- [WHAT YOU HAVE TO DO]: Report back every line below that carries the word "their".

*** SOURCE DATA ***

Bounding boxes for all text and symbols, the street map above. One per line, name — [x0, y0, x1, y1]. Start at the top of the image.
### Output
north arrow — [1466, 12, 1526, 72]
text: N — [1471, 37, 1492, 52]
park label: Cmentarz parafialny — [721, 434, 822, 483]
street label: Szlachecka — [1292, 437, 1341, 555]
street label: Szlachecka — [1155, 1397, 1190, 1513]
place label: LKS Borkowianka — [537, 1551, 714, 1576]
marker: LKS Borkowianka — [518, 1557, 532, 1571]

*** End of SOURCE DATA ***
*** SOURCE DATA ***

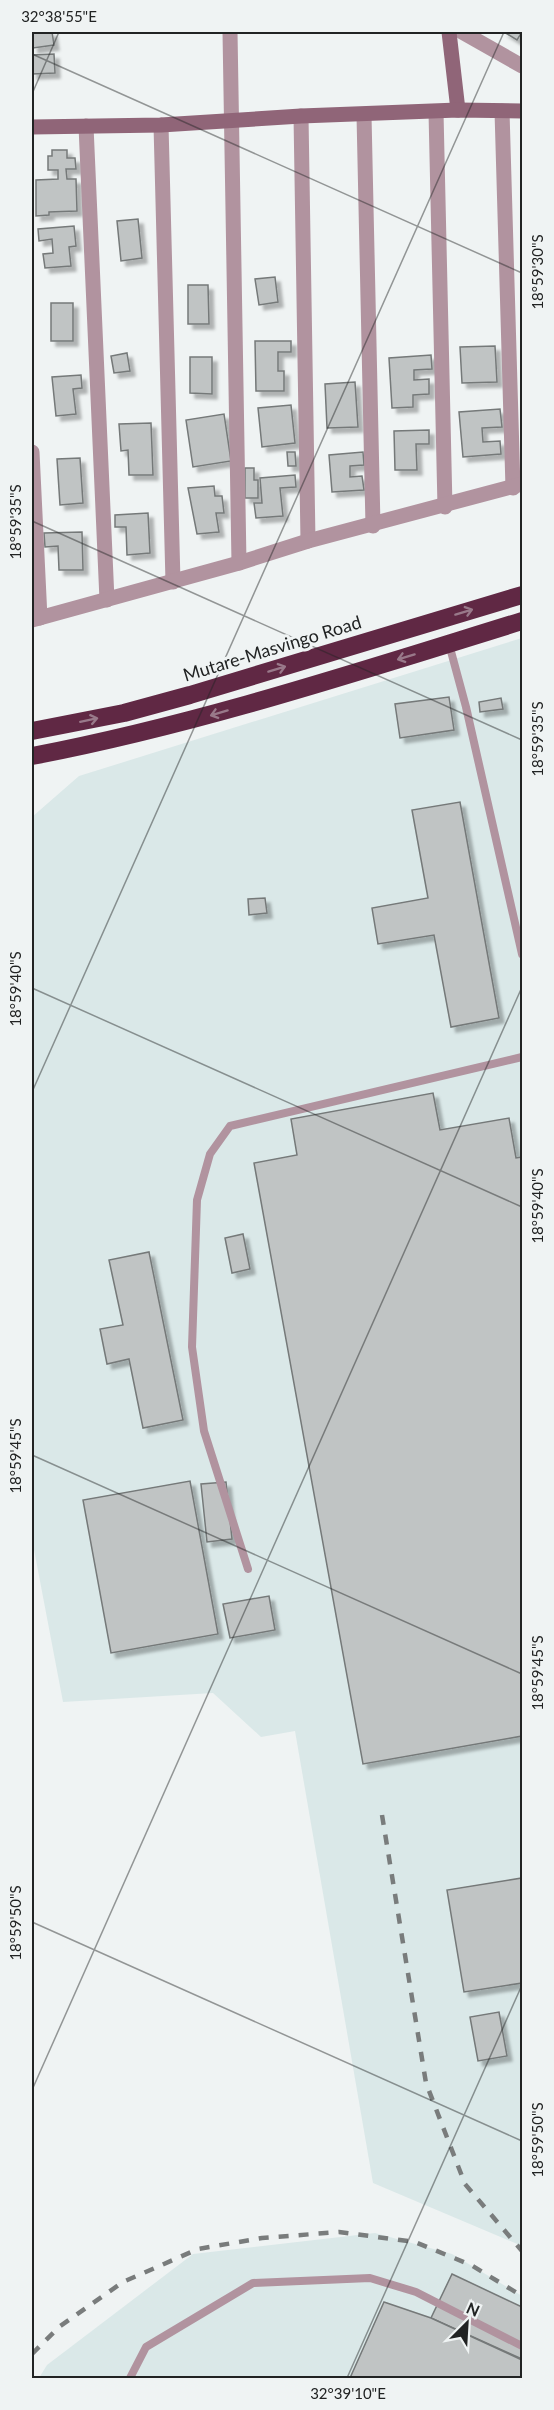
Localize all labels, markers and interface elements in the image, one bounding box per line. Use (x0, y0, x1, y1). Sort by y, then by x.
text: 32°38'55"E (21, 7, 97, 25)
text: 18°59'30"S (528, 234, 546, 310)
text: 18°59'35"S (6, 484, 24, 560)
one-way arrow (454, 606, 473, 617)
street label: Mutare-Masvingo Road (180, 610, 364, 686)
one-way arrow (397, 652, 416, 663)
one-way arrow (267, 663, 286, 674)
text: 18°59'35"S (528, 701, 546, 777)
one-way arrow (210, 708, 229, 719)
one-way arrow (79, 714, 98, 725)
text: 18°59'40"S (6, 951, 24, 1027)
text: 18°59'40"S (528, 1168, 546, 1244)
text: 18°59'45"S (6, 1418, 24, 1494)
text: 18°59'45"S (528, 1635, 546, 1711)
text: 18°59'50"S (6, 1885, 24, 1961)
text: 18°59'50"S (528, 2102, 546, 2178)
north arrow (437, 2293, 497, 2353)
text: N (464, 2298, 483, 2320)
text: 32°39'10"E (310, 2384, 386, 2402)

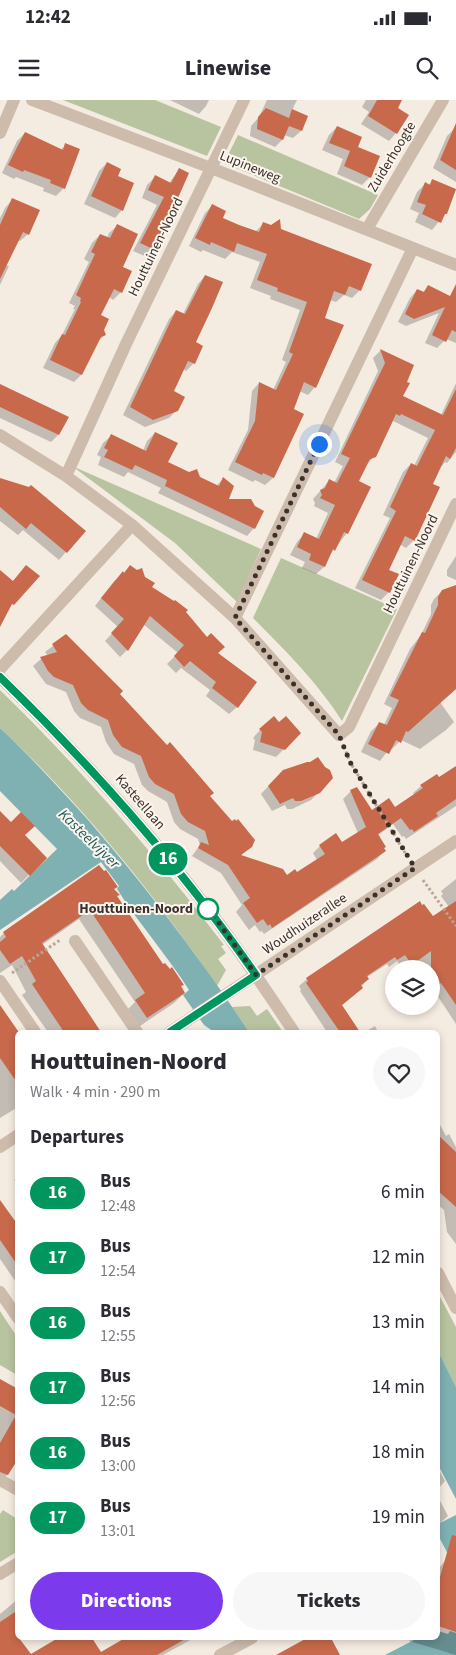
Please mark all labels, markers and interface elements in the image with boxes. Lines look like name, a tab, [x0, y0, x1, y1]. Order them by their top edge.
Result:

*** End of SOURCE DATA ***
*** SOURCE DATA ***

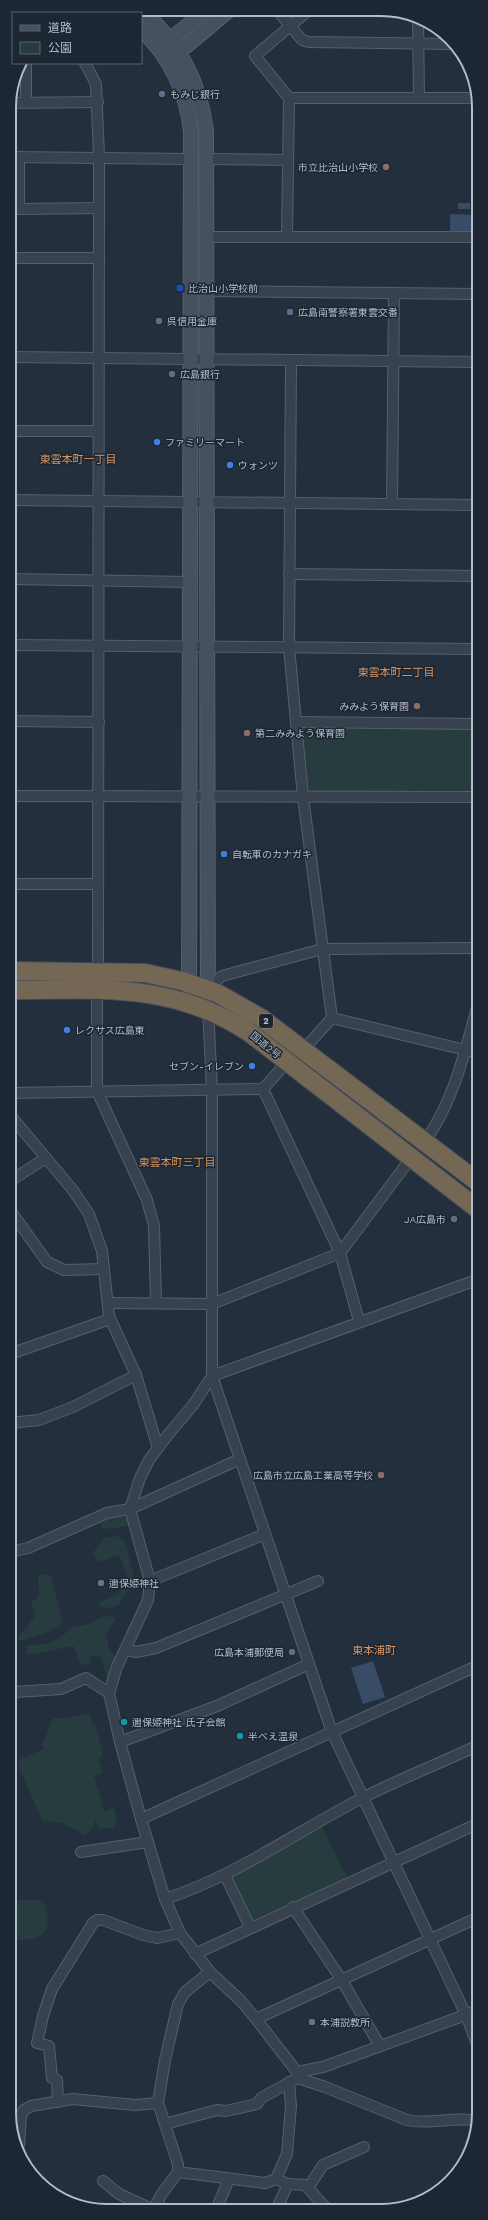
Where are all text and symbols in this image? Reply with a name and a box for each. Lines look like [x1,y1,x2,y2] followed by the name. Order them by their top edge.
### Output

*** End of SOURCE DATA ***

- [EXERCISE RESPONSE]:
Please mark all labels, markers and interface elements in the image with boxes. Lines look like name, a tab, [x0, y0, x1, y1]. Order them by their top edge.
Where are all text and symbols in this image? Reply with a name and a box for each. Lines look like [x1,y1,x2,y2] followed by the name. Order them by their top edge.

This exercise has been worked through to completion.